政略結婚のはずですが、溺愛されています【完結】
「実は楓さんの忘れ物を届けようと思いまして」
「忘れ物?」
「ええ、私今週は何日かお休みをもらっているので、これを渡す機会がなくて」

 そう言って彼女が紙袋からあるものを取り出した。それは、ネクタイだった。白と青のストライプのネクタイを私の前に差し出す。

「ネクタイ…?どうしてこれを…」
「私の自宅に忘れていたようなので」
「っ…」
「そうだ、確か今月忙しい時期なのに副社長が休暇を二日も取る予定と伺いました。20日は流石に休暇を取られては困る予定があるのですが…」
「そうなんですね…じゃあ、私から言っておきます。
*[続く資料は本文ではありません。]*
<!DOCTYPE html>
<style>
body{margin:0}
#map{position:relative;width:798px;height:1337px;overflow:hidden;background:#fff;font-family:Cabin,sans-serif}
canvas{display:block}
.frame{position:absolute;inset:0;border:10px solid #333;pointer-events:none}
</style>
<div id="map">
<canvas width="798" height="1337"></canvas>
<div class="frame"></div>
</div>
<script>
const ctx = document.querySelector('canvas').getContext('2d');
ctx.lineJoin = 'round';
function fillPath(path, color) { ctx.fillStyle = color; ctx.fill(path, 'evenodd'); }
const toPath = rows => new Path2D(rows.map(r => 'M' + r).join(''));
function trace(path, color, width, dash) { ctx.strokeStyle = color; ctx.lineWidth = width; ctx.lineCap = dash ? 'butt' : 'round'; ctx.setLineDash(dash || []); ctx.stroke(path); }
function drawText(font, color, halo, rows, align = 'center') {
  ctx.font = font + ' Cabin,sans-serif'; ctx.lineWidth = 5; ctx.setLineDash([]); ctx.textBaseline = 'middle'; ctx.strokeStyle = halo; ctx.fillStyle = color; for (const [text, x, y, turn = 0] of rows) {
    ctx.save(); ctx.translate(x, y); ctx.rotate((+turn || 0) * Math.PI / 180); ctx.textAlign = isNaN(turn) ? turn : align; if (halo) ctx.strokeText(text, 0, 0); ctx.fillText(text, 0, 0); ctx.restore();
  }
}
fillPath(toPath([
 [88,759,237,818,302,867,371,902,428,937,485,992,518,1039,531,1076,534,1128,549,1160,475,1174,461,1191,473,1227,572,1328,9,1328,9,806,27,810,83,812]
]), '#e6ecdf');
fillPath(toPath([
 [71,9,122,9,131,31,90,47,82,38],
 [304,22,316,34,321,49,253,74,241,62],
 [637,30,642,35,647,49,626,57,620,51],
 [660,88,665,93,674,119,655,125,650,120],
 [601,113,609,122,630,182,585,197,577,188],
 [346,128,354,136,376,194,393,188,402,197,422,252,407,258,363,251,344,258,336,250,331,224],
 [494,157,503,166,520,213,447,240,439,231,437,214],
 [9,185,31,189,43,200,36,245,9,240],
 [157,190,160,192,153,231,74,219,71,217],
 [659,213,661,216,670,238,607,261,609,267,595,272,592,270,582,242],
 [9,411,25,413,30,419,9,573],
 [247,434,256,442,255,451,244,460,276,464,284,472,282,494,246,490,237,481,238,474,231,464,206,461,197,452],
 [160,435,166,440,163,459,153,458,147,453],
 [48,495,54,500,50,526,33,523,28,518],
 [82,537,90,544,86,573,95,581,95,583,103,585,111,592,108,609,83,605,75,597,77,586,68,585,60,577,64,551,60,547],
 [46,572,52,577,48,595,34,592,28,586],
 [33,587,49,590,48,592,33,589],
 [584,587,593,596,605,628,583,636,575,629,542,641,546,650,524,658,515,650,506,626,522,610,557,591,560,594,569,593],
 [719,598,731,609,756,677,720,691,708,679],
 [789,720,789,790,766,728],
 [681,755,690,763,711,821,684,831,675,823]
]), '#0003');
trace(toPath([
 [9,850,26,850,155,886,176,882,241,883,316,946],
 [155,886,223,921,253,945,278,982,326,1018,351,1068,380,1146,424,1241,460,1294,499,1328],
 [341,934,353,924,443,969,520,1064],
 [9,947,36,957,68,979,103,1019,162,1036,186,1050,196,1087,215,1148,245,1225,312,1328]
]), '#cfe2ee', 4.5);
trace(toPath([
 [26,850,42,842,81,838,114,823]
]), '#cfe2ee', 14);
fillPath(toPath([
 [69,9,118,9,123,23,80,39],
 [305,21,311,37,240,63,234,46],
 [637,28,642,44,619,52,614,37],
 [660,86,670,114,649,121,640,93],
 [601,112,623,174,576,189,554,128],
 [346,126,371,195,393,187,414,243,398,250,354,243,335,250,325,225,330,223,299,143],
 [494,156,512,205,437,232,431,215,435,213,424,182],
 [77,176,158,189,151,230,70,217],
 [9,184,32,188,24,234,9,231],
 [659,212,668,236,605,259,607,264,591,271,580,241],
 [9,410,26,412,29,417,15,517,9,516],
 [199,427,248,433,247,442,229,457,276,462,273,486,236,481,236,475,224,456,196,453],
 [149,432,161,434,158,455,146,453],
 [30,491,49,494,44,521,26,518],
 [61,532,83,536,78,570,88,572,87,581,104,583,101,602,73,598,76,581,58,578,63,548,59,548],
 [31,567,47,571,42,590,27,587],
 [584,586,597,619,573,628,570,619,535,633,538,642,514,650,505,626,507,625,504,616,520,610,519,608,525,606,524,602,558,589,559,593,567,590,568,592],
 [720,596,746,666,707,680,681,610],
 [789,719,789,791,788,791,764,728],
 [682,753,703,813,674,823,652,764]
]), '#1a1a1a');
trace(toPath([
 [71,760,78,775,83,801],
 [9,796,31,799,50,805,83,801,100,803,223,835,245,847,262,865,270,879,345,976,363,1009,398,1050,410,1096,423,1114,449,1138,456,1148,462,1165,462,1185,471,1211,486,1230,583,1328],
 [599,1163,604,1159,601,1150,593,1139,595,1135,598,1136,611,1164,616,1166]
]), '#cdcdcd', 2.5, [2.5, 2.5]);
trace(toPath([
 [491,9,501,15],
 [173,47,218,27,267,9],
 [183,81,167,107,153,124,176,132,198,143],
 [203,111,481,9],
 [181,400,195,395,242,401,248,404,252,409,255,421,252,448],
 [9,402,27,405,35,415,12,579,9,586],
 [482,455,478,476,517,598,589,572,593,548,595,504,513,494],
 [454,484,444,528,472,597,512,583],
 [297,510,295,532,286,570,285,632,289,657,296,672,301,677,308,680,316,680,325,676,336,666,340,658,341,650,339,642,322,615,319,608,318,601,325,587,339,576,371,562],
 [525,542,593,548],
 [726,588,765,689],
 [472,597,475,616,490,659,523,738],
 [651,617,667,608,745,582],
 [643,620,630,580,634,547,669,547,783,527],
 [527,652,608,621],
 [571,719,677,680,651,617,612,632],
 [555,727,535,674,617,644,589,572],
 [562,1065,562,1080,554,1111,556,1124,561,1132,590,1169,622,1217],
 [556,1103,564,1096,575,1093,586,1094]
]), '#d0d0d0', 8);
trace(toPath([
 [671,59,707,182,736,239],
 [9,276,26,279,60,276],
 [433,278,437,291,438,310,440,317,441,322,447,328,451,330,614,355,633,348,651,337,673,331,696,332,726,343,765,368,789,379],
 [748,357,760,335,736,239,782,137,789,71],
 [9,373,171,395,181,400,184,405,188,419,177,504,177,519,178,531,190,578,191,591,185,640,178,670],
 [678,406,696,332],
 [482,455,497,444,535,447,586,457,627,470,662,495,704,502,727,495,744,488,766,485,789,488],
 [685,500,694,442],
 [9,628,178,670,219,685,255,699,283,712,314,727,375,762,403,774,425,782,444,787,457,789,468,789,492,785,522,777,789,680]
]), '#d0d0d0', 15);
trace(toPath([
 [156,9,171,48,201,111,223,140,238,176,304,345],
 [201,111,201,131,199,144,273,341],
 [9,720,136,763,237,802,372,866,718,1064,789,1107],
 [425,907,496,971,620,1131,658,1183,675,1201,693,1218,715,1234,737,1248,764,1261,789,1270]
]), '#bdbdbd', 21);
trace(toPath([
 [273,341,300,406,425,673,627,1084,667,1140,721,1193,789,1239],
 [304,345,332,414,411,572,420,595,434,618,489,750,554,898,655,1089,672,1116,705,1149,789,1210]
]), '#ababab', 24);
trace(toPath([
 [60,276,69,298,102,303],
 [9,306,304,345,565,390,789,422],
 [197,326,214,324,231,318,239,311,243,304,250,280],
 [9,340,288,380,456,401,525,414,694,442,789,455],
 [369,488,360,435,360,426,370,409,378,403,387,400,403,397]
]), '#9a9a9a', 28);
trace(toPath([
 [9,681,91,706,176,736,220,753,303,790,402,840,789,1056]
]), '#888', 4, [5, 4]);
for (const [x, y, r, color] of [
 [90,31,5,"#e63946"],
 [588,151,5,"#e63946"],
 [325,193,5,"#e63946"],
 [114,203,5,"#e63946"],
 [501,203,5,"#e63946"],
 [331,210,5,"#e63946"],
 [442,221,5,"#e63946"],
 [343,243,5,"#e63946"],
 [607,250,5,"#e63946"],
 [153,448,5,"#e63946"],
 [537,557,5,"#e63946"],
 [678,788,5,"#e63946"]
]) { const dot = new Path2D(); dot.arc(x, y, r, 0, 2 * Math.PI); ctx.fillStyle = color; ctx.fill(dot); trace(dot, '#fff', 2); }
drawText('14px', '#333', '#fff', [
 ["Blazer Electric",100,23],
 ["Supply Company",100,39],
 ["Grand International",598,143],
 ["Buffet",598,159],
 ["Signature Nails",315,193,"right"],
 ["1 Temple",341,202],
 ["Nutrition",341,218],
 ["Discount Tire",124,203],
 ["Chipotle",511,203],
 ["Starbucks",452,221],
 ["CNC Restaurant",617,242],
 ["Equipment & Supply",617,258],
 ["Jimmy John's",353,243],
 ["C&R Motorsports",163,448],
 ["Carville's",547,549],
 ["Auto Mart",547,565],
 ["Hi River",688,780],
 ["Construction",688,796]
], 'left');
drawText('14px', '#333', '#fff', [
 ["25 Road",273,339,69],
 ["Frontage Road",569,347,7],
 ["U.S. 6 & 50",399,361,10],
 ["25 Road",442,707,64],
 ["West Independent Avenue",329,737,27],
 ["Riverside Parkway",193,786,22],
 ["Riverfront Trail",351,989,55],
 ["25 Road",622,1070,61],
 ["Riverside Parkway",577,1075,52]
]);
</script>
」
「それは助かります。では、私はこれで」

 彼女はそれだけ言うと颯爽と帰っていった。
バタン、とドアが閉まり既にいなくなった清川さんの言葉を何度も脳内で再生した。

 ネクタイを彼女の自宅に忘れたということは“そういう”ことなのだろうか。
それとも何か別の事情があるのだろうか。

それに、20日は私の誕生日だ。おそらく彼女の口調から私の誕生日に休暇を取ることを知っていて、業務上それは困るから私から休暇を取らないようにと言ってくれという事だろう。

 清川さんは今月中に秘書を外れるが、それは私にとって”いい情報”ではないのかもしれない。